Track 1 @ GH1 New Technology
14:00 - 14:30 Component Inspection and Repair Using 3D Modelling Photogrammetry Technology
3D modeling photogrammetry technology uses high-quality digital still images to construct geometrically accurate 3D models suitable for detailed measurements, Finite Element Analysis, 3D printing, and comparison to as-built components. Model manipulation, and construction of interior geometry can also be performed to generate alternative configurations if needed. Photographs are collected either subsea or topside, and pixels are matched between overlapping images to produce a 3D point cloud representing the component geometry. The point cloud is refined using the least squares method to achieve a model accuracy of better than 1mm under ideal conditions. Resulting models can be exported in a variety of formats that are compatible with 3D drafting or finite element analysis software packages. Image overlay can be applied to the models to better identify points-of-interest.

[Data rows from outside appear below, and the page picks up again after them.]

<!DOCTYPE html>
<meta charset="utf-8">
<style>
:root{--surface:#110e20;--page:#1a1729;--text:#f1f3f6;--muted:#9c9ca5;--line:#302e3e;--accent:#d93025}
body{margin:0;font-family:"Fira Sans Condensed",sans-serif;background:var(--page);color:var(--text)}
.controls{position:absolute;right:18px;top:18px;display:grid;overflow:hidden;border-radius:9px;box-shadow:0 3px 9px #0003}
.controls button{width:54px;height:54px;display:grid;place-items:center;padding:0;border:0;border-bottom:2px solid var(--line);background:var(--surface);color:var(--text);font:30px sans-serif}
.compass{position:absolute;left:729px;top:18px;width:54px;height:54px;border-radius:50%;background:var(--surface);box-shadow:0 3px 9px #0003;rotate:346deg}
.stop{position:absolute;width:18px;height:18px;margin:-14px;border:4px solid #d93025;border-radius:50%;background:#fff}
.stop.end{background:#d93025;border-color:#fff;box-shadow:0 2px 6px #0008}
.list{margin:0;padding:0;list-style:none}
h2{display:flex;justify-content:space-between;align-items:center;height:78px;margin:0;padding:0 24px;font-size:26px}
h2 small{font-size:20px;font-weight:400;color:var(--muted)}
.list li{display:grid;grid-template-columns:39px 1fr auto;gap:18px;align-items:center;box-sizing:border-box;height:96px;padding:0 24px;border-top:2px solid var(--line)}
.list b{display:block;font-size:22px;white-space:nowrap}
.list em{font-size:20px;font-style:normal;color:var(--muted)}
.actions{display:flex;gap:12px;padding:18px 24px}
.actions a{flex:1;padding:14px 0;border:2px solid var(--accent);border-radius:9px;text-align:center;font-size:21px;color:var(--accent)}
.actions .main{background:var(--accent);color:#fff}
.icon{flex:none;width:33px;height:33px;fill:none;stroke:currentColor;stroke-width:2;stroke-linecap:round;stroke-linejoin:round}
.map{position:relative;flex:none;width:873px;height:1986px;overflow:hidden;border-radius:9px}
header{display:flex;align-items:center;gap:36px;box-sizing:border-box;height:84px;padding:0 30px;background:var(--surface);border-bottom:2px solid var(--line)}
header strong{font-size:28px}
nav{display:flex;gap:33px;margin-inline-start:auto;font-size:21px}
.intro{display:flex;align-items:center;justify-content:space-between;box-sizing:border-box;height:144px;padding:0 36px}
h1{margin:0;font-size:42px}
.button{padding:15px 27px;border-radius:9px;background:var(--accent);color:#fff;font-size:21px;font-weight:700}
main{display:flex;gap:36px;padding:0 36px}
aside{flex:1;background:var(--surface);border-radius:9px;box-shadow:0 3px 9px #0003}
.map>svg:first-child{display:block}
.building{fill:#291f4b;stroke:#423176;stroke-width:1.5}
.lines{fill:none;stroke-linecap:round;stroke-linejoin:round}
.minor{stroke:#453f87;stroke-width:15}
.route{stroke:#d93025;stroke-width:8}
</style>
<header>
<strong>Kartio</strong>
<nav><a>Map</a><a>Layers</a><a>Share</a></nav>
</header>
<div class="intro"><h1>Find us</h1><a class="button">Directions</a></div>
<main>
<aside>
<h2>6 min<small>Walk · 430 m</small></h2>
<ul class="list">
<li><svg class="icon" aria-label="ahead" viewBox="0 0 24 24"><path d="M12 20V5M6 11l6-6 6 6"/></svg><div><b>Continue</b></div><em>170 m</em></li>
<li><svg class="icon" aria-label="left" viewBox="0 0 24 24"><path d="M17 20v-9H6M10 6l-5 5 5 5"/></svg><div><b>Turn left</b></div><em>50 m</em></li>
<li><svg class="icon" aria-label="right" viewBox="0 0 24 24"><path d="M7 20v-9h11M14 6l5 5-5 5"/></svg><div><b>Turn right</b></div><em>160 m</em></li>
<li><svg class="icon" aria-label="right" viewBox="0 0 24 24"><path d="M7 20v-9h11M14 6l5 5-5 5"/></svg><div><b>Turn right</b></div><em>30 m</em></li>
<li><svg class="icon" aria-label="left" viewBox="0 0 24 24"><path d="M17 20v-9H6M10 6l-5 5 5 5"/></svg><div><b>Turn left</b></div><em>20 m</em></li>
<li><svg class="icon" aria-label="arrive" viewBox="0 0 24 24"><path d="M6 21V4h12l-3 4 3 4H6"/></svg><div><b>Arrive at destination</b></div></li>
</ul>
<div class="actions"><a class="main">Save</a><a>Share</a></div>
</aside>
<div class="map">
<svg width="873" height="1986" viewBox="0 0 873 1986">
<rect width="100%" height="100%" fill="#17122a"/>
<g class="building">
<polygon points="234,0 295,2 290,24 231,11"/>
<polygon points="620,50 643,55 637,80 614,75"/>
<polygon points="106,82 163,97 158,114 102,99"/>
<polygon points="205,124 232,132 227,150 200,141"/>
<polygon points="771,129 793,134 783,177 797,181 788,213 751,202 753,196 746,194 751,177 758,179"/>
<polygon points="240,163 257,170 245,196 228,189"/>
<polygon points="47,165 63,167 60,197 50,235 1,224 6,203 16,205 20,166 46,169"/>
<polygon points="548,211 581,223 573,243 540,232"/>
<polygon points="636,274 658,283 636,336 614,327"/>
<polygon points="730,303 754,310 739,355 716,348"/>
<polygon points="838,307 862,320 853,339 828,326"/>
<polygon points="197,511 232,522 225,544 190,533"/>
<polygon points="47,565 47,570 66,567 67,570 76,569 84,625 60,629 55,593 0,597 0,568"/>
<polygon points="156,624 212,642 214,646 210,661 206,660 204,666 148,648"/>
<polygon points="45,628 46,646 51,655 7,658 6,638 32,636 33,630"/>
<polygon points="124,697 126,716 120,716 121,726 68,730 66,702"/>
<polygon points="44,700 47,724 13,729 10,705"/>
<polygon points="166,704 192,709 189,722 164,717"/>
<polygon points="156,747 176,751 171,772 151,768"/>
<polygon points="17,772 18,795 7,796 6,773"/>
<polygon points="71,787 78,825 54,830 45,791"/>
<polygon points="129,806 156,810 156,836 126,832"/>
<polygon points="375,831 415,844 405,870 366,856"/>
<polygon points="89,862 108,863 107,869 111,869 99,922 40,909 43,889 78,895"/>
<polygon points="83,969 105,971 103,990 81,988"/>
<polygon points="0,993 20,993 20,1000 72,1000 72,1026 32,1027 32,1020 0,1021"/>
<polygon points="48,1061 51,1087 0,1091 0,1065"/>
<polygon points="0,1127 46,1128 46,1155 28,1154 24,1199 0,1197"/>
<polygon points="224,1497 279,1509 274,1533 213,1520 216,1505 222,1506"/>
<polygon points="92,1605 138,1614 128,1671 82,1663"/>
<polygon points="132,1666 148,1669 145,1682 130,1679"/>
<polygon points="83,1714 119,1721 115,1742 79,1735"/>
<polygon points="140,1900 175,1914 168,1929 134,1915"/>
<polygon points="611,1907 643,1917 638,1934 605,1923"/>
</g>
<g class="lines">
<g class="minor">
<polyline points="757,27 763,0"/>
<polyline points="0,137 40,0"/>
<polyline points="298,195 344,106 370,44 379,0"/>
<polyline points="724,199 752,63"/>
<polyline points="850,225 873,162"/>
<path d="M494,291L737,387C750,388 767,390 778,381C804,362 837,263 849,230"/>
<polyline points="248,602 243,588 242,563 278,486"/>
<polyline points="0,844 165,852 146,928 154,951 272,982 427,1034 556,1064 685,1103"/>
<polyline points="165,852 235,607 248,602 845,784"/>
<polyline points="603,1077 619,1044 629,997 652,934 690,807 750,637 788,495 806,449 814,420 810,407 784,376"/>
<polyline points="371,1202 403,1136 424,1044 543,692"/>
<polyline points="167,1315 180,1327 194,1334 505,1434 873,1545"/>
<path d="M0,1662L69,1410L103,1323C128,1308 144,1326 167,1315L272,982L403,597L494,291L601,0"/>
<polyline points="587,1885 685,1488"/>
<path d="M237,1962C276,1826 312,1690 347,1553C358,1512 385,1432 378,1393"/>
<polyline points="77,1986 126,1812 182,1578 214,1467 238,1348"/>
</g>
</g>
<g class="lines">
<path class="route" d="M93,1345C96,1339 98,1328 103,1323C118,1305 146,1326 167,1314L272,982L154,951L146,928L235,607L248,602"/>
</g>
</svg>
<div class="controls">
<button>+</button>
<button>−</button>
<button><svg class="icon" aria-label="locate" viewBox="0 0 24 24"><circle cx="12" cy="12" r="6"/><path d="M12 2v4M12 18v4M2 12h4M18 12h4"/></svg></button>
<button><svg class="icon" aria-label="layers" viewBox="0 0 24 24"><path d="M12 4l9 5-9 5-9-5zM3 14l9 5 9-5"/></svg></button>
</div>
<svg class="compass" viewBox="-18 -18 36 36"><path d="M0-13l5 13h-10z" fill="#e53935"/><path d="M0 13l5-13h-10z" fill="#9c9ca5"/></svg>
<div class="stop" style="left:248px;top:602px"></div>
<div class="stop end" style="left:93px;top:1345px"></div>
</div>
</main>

Welaptega has used this technology for a variety of applications, including: Riser corrosion: the surface of a topside section of a heavily corroded riser was 3D modeled to determine corrosion depth and evaluate the riser’s fitness for operation. Flange alignment : Leaking mating pipe flanges were 3D modeled to determine if misalignment was the source of the leak. The relative orientations of the flanges were determined by aligning a plane with each flange. Pipeline curvature analysis: An18-inch natural gas pipeline was impacted and dragged by an anchor, resulting in a dent and an unknown degree of curvature. A 3D model of the section of pipe surrounding the point of impact was constructed to determine the radius of curvature and perform finite element analysis. FlexJoint inspection: 3D models were constructed of FlexJoints in support of a regular inspection program. Points-of-interest and signs of wear were identified, measured, and monitored for progression using the 3D models. Wellhead repair: A wellhead was damaged when impacted by a falling Blow-out Preventer during recovery operations. A 3D model was constructed of the wellhead, and imported into design software for comparison to as-built drawings. The 3D model was also used to design a bespoke Internal Tree Cap hold-down tool to ensure well integrity. In all cases, the 3D models provided critical information about component conditions, enhancing clients’ abilities to make decisions regarding repair.